「ほぉ……新しいクランは子供で構成されているのか」

「はっ」

「更にそこに入っている女がまた良い女と」

「はっ」

「くっくっくっ、しかもこのまま我が領(・・・)を通り過ぎるのだな?」

「はっ、間違いありません。今頃はムンプス町にいるはずですが、恐らく王都を目指しているのでしょう。必ず通るモノだと思われます」

「くっくっくっ、でかした! いつもの連中を集めておけ」

「はっ!」

 豪華な部屋でワイングラスを揺らし、嫌らしい笑みを浮かべた男が、窓の外を眺めた。

「きひひひひ、また楽しみが増えたな」

 男の視線がベッドに向く。

 ベッドには短い黒髪の美しい女性が一人倒れていた。



 ◇



 ムンプス町で二日ほど泊まって、三日目に俺達は再度馬車に乗り込み、王都を目指した。
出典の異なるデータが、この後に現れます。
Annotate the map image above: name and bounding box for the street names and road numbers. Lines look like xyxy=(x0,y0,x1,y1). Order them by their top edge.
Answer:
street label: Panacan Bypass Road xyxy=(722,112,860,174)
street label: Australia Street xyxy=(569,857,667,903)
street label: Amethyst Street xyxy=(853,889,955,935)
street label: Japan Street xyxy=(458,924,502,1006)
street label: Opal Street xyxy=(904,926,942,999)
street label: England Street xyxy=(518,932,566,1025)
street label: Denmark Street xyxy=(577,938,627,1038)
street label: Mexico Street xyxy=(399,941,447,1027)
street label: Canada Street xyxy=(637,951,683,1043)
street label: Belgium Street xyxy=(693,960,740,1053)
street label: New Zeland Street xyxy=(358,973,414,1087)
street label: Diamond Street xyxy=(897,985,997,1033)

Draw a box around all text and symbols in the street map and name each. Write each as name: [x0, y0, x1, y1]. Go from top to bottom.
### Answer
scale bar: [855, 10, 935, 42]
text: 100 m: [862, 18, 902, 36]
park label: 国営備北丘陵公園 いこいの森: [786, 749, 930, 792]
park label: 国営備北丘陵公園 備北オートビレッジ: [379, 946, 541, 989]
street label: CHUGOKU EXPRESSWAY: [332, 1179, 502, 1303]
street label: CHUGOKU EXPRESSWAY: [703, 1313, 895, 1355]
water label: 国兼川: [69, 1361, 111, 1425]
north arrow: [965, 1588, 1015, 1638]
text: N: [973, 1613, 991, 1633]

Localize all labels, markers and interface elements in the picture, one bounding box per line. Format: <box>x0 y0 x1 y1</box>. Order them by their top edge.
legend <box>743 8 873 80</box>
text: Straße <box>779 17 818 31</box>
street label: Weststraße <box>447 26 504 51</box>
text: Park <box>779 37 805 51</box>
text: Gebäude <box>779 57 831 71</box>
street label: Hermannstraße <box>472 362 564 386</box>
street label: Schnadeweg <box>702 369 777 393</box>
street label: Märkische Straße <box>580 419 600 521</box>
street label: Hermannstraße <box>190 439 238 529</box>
「王都に着く前に、ゲシリアン子爵領を通るわ。ただ……その子爵は、あまりいい噂を聞かないの」

「えっと…………どんな噂ですか?」

 ミリシャさんは俺達を一箇所に集め、小さい声で話し始めた。

「脅迫はもちろん、詐欺も多数、領民に無理難題を課して娘を奪うのも日常茶飯事。更には彼に関わった女性冒険者が引退する事態が後を絶たないわ」

 ミリシャさんの情報だけ聞いても、既にその子爵が如何に救いようがないか、俺でも分かるくらいだ。

「だからね? もし、彼から何らかの依頼(・・)が来た場合は、そのつもりで対応した方がいいわ」

「……権力を盾に…………許せない」

「みんないい? 相手は子爵家よ。絶対に敵対してはならない。それだけは忘れないで。王国を敵に回した場合、私達の知り合いにまでその火の粉が及ぶわ」

「分かりました。ではその子爵領は急いで通り抜ける事にしましょう」

「そうね……と言いたいんだけど、少し難しいかも」

「難しい?」

「ええ、あの領地には何故か通り抜ける馬車の便が存在しないわ。だから必ず一泊しなくちゃいけないの」

 恐らく、その一泊させるのも、わざとなのかもね。

「……では町では全員一緒に行動するようにしましょう。もし離れる場合は必ず二人以上で動きましょう」

「「「分かった」」」

 俺達は不安を胸に、馬車に揺られゲシリアン子爵領に入った。



 最初に着いたのはゲシリアン子爵領のアンダセン町で、子爵領で最も貧しい町だと馬車の御者さんが教えてくれた。

 貧しいので、食料やお金を盗まれる事も多いらしい。

 町の唯一の宿屋に向かうも、値段は普通の宿屋より二倍はふっかけられ、部屋の掃除も行き届いていなかった。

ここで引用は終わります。